I miss being excited about it all. I remember the excitement of coming home on the school bus to start Christmas break, and I remember trying to be on my best behavior so Santa would come to give me toys. I miss getting Barbies and Polly Pockets and American Girl dolls. I just miss being so innocent.
As I’ve been getting older, the whole meaning of Christmas has changed for me, but I’m having a hard time figuring out what it means exactly.
Now, I feel like the holiday moves so fast and there’s no time to celebrate it because of school and going to work. Then, Christmas Day comes. I open my gifts, have Christmas dinner, spend some time with family and that’s it.
That may sound selfish because some people might not have that, so I know I should be thankful, and I am thankful.
It’s just hard when the magic of Christmas is gone. We’re all adults with a lot of credit card debt from buying gifts and we’re probably sick of some of our family members. I miss being the kid sitting in front of the Christmas tree.
However, I think this feeling is normal. I have heard a lot of people our age say that Christmas doesn’t feel like Christmas anymore, and I see a lot of Tik Tok videos that show people crying while listening to Christmas music.
It’s okay to mourn our past selves. We have changed so much since being little, and sometimes it’s weird thinking about who we have molded into.
Being an adult is weird. When you’re a kid, all you really have to worry about is going to school and maybe coming home to take a nap. There’s also choosing which snack to eat and which T.V. show to watch. What a life. I wish I could go back to this.
I’m kind of excited to have kids one day because I’ll get to see what Christmas looks like through their eyes, and I’ll have the chance to give them the kind of magical Christmas that I had growing up. In a way, I feel like I’m healing my inner child.

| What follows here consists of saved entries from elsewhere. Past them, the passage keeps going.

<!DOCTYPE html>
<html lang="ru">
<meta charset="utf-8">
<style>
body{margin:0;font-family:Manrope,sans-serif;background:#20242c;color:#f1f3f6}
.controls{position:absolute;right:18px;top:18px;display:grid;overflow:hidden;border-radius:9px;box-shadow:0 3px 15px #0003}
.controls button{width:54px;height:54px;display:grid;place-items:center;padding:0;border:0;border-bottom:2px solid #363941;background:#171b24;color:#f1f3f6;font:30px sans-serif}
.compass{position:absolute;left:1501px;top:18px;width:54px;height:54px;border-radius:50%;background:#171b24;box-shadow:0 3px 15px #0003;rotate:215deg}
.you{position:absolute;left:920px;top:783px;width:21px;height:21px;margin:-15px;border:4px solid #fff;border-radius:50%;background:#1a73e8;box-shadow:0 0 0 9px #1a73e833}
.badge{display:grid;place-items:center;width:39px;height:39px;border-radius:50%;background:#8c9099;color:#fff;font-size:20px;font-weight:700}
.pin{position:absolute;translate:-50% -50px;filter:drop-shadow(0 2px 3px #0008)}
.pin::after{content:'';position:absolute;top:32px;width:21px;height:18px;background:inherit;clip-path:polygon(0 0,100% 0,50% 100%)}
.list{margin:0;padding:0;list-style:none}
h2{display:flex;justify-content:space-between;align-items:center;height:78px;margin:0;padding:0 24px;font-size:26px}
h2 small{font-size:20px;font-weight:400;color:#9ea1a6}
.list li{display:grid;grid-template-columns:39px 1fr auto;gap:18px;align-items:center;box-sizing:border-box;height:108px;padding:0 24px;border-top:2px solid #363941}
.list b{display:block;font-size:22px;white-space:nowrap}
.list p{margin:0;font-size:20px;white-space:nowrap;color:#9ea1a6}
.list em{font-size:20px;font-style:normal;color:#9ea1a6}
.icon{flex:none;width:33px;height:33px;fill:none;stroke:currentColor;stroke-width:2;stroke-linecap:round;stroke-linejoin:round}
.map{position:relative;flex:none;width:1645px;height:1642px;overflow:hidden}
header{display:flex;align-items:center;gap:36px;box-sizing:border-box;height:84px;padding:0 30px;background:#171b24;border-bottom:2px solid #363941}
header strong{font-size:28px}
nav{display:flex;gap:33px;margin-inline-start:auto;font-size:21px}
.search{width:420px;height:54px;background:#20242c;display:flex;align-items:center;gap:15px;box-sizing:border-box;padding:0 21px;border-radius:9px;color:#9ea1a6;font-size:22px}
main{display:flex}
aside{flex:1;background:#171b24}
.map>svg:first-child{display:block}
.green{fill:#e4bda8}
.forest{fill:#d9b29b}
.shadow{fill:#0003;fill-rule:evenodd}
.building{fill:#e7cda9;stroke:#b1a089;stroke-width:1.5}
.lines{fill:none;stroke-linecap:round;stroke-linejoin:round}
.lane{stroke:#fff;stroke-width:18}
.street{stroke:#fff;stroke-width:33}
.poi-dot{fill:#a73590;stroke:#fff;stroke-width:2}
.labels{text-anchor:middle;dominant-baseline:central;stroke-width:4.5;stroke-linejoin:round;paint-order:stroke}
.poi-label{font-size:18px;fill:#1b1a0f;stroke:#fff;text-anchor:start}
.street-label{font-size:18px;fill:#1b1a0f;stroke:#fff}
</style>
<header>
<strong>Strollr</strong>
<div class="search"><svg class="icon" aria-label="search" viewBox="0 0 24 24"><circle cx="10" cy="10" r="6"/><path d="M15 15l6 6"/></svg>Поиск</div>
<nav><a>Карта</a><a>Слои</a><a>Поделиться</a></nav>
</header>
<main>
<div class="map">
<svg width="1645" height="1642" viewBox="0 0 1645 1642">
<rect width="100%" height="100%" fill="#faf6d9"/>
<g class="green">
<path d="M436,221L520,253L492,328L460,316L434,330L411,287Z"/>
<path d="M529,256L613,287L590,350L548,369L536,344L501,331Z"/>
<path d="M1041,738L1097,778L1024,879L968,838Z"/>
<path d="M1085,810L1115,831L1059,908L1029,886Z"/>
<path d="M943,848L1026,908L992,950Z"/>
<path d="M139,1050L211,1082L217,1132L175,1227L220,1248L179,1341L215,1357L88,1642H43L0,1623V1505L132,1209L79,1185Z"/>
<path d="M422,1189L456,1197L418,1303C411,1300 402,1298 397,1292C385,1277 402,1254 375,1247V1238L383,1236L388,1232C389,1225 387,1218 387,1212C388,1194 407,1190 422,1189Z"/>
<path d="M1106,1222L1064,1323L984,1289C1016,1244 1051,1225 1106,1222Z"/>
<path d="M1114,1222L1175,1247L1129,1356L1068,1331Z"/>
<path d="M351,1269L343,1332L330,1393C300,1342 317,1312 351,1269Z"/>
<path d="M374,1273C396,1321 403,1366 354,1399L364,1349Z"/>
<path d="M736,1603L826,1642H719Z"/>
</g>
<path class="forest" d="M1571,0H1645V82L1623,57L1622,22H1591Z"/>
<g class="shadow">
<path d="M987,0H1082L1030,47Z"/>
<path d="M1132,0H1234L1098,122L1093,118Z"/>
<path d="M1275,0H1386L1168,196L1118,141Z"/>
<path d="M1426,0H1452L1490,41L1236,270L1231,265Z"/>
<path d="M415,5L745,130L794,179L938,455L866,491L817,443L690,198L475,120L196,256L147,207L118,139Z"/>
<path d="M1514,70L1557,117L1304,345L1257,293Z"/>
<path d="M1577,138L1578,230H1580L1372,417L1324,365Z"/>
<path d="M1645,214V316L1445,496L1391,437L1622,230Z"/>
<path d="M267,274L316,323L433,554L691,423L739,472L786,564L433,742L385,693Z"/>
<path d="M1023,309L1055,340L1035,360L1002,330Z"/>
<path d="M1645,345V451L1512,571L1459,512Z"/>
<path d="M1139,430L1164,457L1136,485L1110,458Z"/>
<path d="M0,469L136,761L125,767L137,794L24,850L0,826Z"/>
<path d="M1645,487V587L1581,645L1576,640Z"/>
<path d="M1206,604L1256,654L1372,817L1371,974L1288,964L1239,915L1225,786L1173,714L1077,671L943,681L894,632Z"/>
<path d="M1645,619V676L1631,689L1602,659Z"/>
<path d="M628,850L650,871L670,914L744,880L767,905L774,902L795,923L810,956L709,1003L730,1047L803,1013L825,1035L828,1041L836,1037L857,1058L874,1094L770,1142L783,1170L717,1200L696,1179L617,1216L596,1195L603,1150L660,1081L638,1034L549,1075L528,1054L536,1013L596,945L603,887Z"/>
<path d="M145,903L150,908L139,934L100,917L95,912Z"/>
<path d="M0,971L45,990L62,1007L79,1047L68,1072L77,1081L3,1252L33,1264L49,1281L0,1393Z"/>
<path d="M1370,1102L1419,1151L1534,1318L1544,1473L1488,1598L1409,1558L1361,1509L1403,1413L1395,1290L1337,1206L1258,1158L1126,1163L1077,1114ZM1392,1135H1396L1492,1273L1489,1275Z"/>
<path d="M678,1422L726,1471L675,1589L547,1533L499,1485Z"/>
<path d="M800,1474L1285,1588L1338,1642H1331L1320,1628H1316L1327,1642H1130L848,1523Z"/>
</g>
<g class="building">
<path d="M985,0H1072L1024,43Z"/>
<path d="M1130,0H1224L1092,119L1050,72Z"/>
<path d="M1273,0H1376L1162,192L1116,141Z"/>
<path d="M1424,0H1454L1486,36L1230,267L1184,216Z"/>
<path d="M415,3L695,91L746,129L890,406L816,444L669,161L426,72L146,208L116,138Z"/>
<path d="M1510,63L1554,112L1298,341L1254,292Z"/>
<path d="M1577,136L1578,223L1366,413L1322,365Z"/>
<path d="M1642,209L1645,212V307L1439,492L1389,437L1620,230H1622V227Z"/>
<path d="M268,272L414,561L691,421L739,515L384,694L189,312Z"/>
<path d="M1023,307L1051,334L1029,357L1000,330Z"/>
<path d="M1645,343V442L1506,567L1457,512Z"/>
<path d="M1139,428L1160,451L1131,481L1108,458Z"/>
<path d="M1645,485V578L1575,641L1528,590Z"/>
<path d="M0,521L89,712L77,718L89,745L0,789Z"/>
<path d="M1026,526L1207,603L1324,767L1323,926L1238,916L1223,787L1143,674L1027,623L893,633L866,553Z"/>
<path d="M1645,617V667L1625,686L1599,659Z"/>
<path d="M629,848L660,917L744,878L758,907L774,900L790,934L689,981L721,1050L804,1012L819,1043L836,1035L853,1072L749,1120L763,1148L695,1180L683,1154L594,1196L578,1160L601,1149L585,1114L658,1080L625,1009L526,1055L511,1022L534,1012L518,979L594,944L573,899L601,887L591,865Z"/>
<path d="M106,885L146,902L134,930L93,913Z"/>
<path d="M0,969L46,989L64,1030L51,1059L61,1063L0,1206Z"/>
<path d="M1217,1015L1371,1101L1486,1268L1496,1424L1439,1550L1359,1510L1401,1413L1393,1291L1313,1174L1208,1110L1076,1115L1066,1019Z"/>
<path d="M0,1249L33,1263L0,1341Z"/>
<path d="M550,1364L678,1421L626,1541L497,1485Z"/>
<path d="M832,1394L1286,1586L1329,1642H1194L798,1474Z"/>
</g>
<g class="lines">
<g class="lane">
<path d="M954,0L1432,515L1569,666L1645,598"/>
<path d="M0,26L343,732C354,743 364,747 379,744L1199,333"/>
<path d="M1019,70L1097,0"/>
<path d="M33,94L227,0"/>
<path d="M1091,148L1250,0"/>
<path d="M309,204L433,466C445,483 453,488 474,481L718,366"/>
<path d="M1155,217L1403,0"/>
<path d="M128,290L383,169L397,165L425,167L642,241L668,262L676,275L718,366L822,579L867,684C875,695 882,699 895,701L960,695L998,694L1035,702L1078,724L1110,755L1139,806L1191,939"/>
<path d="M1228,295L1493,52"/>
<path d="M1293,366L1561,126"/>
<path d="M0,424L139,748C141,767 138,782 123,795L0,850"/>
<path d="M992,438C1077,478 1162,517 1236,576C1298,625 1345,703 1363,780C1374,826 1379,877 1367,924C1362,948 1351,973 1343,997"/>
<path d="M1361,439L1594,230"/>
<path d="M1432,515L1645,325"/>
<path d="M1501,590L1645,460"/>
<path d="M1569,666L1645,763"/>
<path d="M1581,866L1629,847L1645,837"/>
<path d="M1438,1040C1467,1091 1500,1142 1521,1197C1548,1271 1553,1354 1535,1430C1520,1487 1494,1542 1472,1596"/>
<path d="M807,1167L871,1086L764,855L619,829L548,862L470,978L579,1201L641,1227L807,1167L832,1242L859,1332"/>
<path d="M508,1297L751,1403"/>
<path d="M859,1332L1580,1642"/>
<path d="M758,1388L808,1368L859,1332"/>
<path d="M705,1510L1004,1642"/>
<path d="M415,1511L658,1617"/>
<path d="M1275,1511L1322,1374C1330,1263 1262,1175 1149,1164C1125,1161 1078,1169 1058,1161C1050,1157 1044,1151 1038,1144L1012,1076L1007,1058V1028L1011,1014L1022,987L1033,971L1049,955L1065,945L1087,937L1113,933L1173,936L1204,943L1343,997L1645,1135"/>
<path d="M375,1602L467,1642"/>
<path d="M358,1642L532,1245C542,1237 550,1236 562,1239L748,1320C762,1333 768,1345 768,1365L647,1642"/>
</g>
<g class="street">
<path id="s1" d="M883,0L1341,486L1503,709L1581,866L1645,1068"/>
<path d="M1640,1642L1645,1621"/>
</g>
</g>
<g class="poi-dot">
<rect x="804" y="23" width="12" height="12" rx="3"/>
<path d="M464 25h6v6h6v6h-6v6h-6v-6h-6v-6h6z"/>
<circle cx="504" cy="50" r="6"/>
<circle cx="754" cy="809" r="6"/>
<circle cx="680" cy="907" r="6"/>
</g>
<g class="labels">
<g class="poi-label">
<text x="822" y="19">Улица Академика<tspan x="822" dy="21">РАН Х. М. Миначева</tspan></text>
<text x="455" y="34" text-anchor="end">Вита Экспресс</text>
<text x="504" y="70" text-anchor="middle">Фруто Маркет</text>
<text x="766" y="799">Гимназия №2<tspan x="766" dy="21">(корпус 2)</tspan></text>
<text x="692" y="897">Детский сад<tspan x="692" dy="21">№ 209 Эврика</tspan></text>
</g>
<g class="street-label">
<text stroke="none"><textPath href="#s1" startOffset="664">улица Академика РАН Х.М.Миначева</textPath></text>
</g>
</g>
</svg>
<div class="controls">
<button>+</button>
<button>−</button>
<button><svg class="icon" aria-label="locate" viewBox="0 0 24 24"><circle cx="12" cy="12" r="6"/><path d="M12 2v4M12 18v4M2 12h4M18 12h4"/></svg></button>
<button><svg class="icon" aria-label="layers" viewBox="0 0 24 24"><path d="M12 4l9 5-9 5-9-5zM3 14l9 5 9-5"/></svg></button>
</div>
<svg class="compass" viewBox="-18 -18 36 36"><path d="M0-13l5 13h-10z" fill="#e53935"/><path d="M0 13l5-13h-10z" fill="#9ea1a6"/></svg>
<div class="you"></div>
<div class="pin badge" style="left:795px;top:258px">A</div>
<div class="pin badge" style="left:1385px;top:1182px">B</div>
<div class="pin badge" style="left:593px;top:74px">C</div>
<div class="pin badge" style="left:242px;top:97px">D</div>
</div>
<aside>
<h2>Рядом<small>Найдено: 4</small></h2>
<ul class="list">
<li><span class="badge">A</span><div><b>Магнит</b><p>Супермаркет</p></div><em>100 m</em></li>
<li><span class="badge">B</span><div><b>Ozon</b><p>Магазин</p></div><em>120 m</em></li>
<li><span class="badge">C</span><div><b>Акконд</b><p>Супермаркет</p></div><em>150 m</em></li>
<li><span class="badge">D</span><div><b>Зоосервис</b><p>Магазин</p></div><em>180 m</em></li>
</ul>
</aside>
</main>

If you feel like this around the holidays, just know you’re not alone. If you’re experiencing the loss of a family member or loved one, sickness, not being able to see a military member, being sad because of a loss of holiday cheer, etc., I’m here for you.
Please try to take care of yourself during this time. Even if you’re just trying to make it through the holidays, they’ll be over soon.
If you’re looking for ways to try and make it feel like Christmas time, try to look up Christmas bucket lists on Pinterest or Tik Tok to get some ideas on what you can do.
Happy holidays everybody. Stay safe out there.